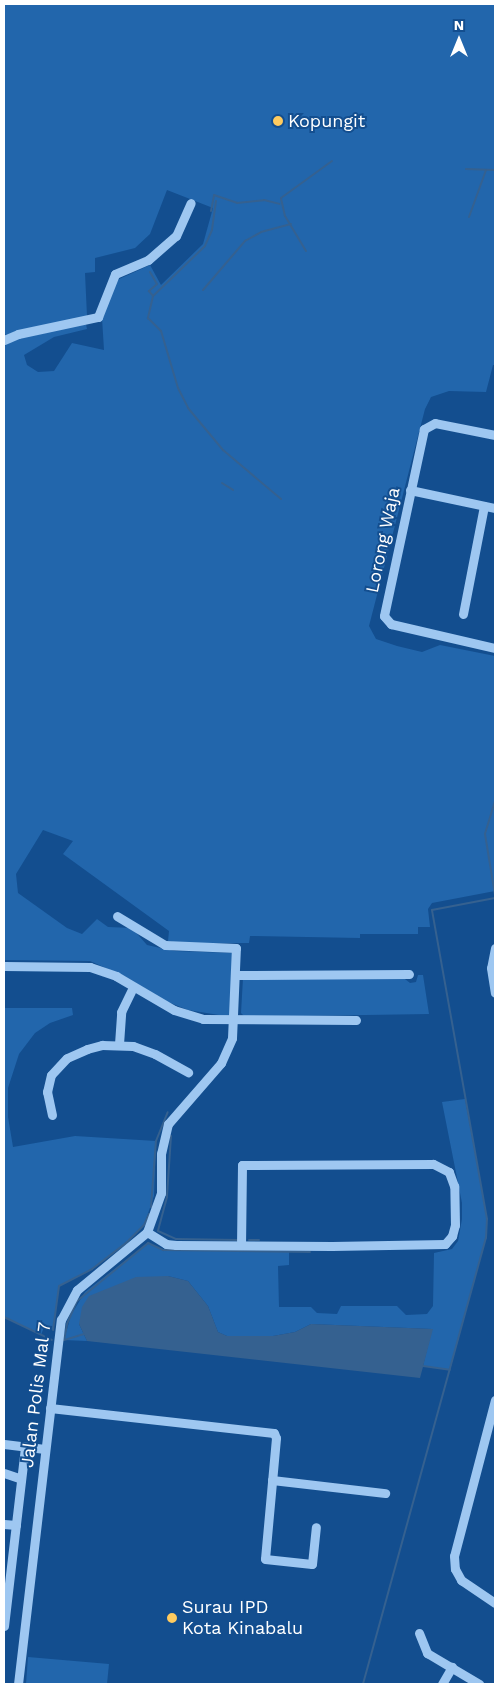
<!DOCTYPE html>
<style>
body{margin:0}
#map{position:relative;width:499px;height:1688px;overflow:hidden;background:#134e8f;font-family:"Work Sans",sans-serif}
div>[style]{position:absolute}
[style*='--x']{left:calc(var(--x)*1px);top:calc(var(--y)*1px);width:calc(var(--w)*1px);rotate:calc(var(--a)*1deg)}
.green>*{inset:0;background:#2266ac}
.water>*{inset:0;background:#356190}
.stream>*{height:2px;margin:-1px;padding:0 1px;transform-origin:1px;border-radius:1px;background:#356190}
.minor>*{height:9px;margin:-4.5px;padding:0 4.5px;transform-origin:4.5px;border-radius:4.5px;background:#9ec7f1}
.dots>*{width:14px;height:14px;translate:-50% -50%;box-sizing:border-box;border:2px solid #134e8f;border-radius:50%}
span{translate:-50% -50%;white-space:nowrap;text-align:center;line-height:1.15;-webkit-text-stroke:4px #134e8f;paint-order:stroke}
.poi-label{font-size:18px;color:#fff}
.left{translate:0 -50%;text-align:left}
.street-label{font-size:18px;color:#fff}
.frame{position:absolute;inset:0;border:5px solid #fff;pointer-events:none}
.north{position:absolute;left:434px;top:15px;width:50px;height:50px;-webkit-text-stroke:4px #134e8f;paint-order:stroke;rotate:0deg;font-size:14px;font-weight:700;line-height:20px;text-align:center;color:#fff}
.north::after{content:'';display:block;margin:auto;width:18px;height:22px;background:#fff;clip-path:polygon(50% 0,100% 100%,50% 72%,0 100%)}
</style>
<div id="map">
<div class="green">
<i style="clip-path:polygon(4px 4px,495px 4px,495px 365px,493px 365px,486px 392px,449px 391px,431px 397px,425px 409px,369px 626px,376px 639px,397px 646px,422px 652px,440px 645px,495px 656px,495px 891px,432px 903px,428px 909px,430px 927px,418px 927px,418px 934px,360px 934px,360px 938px,250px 936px,249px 943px,179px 943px,168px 941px,169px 931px,63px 854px,73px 841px,43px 830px,16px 874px,18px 893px,67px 928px,82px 934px,97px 919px,108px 927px,132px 928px,147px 945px,174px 951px,232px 953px,232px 1015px,225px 1016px,188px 1010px,168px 1002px,126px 977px,90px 961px,4px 960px,4px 346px,20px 337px,86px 324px,87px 329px,54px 337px,24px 355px,27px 365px,38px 372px,54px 371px,72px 343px,104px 350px,102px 318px,117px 280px,150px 265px,161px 285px,203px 244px,213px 208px,167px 190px,150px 234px,135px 248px,95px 258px,95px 272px,85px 273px,87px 316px,4px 335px)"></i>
<i style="clip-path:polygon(418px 975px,423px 975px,429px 1014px,245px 1017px,241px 1013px,243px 978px,405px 979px,410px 983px,416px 982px)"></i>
<i style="clip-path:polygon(4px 1008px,72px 1008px,73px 1015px,50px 1023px,35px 1033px,19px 1054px,8px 1088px,8px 1117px,13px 1147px,75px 1136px,156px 1141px,154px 1196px,144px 1225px,126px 1243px,92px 1269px,59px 1286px,53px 1330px,44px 1327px,41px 1335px,4px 1317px)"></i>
<i style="clip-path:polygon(465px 1099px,487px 1219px,486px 1238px,450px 1370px,423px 1366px,432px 1329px,311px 1324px,295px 1332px,273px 1336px,227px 1336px,218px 1332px,208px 1306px,188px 1281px,168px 1276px,79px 1324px,87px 1341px,64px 1340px,71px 1315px,85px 1292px,148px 1243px,163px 1250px,289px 1251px,289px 1265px,278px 1266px,279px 1307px,311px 1307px,317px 1313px,337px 1314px,341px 1306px,397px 1306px,406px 1315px,427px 1314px,433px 1306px,434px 1253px,452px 1249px,458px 1241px,462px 1219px,462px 1203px,442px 1102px)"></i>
<i style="clip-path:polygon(28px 1657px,109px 1664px,107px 1684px,26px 1684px)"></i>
</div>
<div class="water">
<i style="clip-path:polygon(168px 1276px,188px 1281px,208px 1306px,218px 1332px,227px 1336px,273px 1336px,295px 1332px,311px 1324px,433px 1329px,420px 1378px,87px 1341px,79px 1324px,82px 1307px,89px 1296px,136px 1277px)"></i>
</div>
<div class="stream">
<i style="--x:466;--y:169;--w:29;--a:2"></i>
<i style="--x:216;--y:201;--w:29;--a:98"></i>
<i style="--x:212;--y:230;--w:17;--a:114"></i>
<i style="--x:205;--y:246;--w:72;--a:136.1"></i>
<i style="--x:153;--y:296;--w:23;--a:103"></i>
<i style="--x:148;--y:318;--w:18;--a:45"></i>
<i style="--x:161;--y:331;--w:59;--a:73.4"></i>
<i style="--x:178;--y:388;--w:22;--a:63"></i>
<i style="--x:188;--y:408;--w:55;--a:50.2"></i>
<i style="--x:223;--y:450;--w:76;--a:40.2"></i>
<i style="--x:211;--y:211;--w:16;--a:-79"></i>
<i style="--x:214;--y:195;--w:24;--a:19"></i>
<i style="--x:237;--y:203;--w:27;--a:-6"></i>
<i style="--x:264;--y:200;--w:16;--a:14"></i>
<i style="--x:469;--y:217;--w:50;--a:-70.1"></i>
<i style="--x:306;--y:251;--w:41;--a:-121"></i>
<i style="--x:285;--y:216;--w:18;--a:-103"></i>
<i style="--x:281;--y:198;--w:63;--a:-36"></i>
<i style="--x:150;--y:272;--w:14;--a:60"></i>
<i style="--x:157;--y:284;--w:11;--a:139"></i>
<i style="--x:149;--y:291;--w:6;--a:51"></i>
<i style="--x:203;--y:290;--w:65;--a:-49.4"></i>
<i style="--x:245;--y:241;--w:18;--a:-29"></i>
<i style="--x:261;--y:232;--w:31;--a:-15"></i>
<i style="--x:222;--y:483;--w:13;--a:32"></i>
<i style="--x:495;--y:801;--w:34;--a:107"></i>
<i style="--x:485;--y:834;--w:62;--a:80.7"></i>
<i style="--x:171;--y:1136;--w:61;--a:93.8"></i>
<i style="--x:167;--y:1197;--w:35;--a:105"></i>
<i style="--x:158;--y:1231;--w:20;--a:24"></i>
<i style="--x:176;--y:1239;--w:62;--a:0.9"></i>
<i style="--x:151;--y:1207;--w:66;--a:-85.7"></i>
<i style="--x:156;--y:1141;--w:31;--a:-68"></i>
<i style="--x:249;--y:1240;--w:10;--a:0"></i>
<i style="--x:4;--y:1317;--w:53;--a:25.6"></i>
<i style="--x:53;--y:1330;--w:44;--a:-82.2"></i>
<i style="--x:59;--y:1286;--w:37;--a:-27"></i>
<i style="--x:92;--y:1269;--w:43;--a:-37.4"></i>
<i style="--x:126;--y:1243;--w:25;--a:-45"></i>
<i style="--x:144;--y:1225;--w:12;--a:-66"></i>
<i style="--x:84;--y:1334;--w:21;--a:163"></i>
<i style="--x:64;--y:1340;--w:16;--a:-79"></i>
<i style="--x:67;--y:1324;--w:25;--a:-67"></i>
<i style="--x:77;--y:1301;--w:92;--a:-39.2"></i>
<i style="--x:148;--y:1243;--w:17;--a:25"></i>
<i style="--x:163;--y:1250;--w:147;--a:0.8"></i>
<i style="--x:423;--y:1366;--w:27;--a:8"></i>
<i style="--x:363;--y:1684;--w:463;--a:-74.6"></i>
<i style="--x:486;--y:1238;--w:19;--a:-87"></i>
<i style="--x:487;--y:1219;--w:314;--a:-100.1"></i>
<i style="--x:432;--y:910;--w:64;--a:-10.8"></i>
</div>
<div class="minor">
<i style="--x:4;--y:340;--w:15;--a:-23"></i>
<i style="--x:18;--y:334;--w:82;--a:-12"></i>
<i style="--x:98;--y:317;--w:46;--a:-68.4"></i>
<i style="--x:115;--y:274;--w:36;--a:-23"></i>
<i style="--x:148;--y:260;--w:37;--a:-41"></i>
<i style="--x:176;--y:236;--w:36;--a:-66"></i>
<i style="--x:495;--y:435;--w:61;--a:-168.7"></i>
<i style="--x:435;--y:423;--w:13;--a:151"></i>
<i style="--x:424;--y:429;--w:191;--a:102.1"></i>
<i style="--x:384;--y:616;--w:11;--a:49"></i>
<i style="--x:391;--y:624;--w:107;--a:13"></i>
<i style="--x:410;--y:490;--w:87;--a:12"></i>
<i style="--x:463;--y:614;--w:110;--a:-79"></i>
<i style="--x:495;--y:948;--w:20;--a:101"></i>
<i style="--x:491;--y:968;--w:25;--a:81"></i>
<i style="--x:4;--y:966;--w:86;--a:0.7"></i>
<i style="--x:90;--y:967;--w:28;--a:19"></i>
<i style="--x:116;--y:976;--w:67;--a:30.4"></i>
<i style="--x:174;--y:1010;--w:30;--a:17"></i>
<i style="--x:203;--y:1019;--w:153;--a:0.4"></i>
<i style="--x:236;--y:975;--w:173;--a:-0.3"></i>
<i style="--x:119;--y:1044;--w:32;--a:-86"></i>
<i style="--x:121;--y:1012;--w:28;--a:-64"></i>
<i style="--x:52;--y:1115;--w:24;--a:-102"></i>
<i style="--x:47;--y:1092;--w:17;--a:-77"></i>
<i style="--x:51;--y:1075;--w:23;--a:-47"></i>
<i style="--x:67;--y:1058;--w:22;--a:-24"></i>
<i style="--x:87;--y:1049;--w:16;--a:-15"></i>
<i style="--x:102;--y:1045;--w:31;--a:2"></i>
<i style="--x:133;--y:1046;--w:23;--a:20"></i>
<i style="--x:155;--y:1054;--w:38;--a:29"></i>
<i style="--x:147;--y:1232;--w:22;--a:32"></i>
<i style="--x:166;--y:1244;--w:10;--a:6"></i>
<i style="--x:176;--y:1245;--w:156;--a:0.4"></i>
<i style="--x:332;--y:1246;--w:113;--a:-1"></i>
<i style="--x:445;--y:1244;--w:11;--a:-49"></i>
<i style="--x:452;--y:1236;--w:11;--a:-75"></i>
<i style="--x:455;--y:1225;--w:39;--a:-91"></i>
<i style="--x:454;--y:1186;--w:15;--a:-110"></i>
<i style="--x:449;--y:1172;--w:18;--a:-153"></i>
<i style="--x:433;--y:1164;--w:191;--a:179.7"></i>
<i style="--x:242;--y:1165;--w:80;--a:90.7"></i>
<i style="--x:495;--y:1400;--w:161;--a:104.7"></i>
<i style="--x:454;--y:1556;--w:13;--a:86"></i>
<i style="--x:455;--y:1569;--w:13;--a:61"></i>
<i style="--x:461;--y:1580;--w:41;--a:34.1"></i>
<i style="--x:50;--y:1408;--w:225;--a:6.4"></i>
<i style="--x:274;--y:1433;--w:5;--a:68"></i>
<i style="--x:276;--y:1438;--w:121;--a:95.2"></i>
<i style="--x:265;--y:1559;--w:47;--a:6.1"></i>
<i style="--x:312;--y:1564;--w:37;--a:-84"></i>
<i style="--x:4;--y:1444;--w:41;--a:7"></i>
<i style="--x:4;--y:1473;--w:18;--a:19"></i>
<i style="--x:272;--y:1480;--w:114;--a:6.6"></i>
<i style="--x:4;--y:1524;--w:12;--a:5"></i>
<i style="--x:4;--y:1626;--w:180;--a:-83.3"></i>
<i style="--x:419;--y:1633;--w:22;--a:68"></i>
<i style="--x:427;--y:1653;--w:61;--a:30.8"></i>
<i style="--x:18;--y:1684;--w:367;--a:-83.3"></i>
<i style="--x:61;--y:1320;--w:34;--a:-62"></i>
<i style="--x:77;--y:1290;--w:91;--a:-39.6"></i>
<i style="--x:147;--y:1232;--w:41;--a:-70.3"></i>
<i style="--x:161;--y:1193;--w:39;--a:-90"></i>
<i style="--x:161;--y:1154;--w:31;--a:-77"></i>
<i style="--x:168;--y:1124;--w:81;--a:-49"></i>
<i style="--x:221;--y:1063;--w:27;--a:-66"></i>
<i style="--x:232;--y:1038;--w:90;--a:-87.5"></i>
<i style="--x:236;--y:948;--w:71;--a:-177.6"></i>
<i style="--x:165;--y:945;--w:56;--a:-148.9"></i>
<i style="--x:442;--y:1684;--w:20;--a:-60"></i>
</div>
<div class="dots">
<i style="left:278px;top:121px;background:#ffcb5f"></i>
<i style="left:172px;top:1618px;background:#ffcb5f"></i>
</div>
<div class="poi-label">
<span class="left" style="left:288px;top:121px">Kopungit</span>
<span class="left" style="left:182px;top:1618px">Surau IPD<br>Kota Kinabalu</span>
</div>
<div class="street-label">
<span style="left:383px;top:540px;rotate:-78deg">Lorong Waja</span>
<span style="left:36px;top:1395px;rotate:-83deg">Jalan Polis Mal 7</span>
</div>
<div class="frame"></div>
<div class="north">N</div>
</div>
# # # #
- [YOUR TASK]:
Each line of the records above that holds the word "stream" should be counted, and only the final number stated.

- [ANSWER SPACE]:
2